## ACTION ITEM
What is needed here is an exact copy of all the data.

------------------------------------------------------------------------

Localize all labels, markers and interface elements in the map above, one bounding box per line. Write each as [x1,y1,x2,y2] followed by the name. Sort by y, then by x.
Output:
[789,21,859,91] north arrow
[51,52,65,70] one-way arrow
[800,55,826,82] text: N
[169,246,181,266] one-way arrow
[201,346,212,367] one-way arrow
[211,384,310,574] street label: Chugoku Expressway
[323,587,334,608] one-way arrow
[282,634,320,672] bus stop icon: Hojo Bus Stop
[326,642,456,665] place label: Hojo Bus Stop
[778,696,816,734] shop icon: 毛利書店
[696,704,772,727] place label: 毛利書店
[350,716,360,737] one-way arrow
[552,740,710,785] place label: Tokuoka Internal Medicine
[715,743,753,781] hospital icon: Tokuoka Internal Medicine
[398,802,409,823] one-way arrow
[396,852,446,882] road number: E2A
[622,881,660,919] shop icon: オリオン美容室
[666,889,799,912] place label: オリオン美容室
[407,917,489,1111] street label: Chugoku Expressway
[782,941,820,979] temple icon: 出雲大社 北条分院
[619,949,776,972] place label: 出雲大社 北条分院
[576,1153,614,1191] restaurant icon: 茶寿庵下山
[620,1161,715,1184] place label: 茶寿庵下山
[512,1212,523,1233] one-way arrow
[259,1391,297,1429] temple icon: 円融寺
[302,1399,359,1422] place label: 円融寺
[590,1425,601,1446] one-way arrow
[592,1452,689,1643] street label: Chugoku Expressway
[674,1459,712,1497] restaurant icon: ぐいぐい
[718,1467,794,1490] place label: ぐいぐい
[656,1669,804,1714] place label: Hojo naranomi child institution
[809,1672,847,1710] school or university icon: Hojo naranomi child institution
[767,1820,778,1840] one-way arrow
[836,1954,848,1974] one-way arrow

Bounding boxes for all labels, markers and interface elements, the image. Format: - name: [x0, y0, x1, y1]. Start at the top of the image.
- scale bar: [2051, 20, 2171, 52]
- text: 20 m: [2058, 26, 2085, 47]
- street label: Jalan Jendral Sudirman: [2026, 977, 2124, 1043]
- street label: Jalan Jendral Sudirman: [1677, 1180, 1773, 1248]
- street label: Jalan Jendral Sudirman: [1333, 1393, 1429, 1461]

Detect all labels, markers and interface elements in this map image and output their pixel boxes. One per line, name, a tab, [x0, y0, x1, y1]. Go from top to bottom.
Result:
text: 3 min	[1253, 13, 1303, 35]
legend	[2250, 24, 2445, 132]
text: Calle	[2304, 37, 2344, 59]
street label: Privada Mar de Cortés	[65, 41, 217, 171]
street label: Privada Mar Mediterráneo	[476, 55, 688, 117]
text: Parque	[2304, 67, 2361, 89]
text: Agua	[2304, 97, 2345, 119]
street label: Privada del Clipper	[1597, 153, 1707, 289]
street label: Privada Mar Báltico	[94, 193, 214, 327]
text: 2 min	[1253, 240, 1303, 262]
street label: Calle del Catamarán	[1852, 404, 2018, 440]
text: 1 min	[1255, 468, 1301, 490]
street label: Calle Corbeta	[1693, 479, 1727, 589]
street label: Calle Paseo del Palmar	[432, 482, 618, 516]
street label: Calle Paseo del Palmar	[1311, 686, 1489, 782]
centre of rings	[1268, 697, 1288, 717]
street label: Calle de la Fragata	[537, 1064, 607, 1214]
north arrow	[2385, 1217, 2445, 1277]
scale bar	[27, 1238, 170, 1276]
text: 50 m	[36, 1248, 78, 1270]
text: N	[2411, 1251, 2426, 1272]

------------------------------------------------------------------------

## FINISHED TASK
Localize all labels, markers and interface elements in the map above, one bounding box per line. Write each as [x1,y1,x2,y2] followed by the name. Sort by y, then by x.
Output:
[789,21,859,91] north arrow
[51,52,65,70] one-way arrow
[800,55,826,82] text: N
[169,246,181,266] one-way arrow
[201,346,212,367] one-way arrow
[211,384,310,574] street label: Chugoku Expressway
[323,587,334,608] one-way arrow
[282,634,320,672] bus stop icon: Hojo Bus Stop
[326,642,456,665] place label: Hojo Bus Stop
[778,696,816,734] shop icon: 毛利書店
[696,704,772,727] place label: 毛利書店
[350,716,360,737] one-way arrow
[552,740,710,785] place label: Tokuoka Internal Medicine
[715,743,753,781] hospital icon: Tokuoka Internal Medicine
[398,802,409,823] one-way arrow
[396,852,446,882] road number: E2A
[622,881,660,919] shop icon: オリオン美容室
[666,889,799,912] place label: オリオン美容室
[407,917,489,1111] street label: Chugoku Expressway
[782,941,820,979] temple icon: 出雲大社 北条分院
[619,949,776,972] place label: 出雲大社 北条分院
[576,1153,614,1191] restaurant icon: 茶寿庵下山
[620,1161,715,1184] place label: 茶寿庵下山
[512,1212,523,1233] one-way arrow
[259,1391,297,1429] temple icon: 円融寺
[302,1399,359,1422] place label: 円融寺
[590,1425,601,1446] one-way arrow
[592,1452,689,1643] street label: Chugoku Expressway
[674,1459,712,1497] restaurant icon: ぐいぐい
[718,1467,794,1490] place label: ぐいぐい
[656,1669,804,1714] place label: Hojo naranomi child institution
[809,1672,847,1710] school or university icon: Hojo naranomi child institution
[767,1820,778,1840] one-way arrow
[836,1954,848,1974] one-way arrow

Bounding boxes for all labels, markers and interface elements, the image. Format: - name: [x0, y0, x1, y1]. Start at the top of the image.
- scale bar: [2051, 20, 2171, 52]
- text: 20 m: [2058, 26, 2085, 47]
- street label: Jalan Jendral Sudirman: [2026, 977, 2124, 1043]
- street label: Jalan Jendral Sudirman: [1677, 1180, 1773, 1248]
- street label: Jalan Jendral Sudirman: [1333, 1393, 1429, 1461]

Detect all labels, markers and interface elements in this map image and output their pixel boxes. One per line, name, a tab, [x0, y0, x1, y1]. Go from top to bottom.
Result:
text: 3 min	[1253, 13, 1303, 35]
legend	[2250, 24, 2445, 132]
text: Calle	[2304, 37, 2344, 59]
street label: Privada Mar de Cortés	[65, 41, 217, 171]
street label: Privada Mar Mediterráneo	[476, 55, 688, 117]
text: Parque	[2304, 67, 2361, 89]
text: Agua	[2304, 97, 2345, 119]
street label: Privada del Clipper	[1597, 153, 1707, 289]
street label: Privada Mar Báltico	[94, 193, 214, 327]
text: 2 min	[1253, 240, 1303, 262]
street label: Calle del Catamarán	[1852, 404, 2018, 440]
text: 1 min	[1255, 468, 1301, 490]
street label: Calle Corbeta	[1693, 479, 1727, 589]
street label: Calle Paseo del Palmar	[432, 482, 618, 516]
street label: Calle Paseo del Palmar	[1311, 686, 1489, 782]
centre of rings	[1268, 697, 1288, 717]
street label: Calle de la Fragata	[537, 1064, 607, 1214]
north arrow	[2385, 1217, 2445, 1277]
scale bar	[27, 1238, 170, 1276]
text: 50 m	[36, 1248, 78, 1270]
text: N	[2411, 1251, 2426, 1272]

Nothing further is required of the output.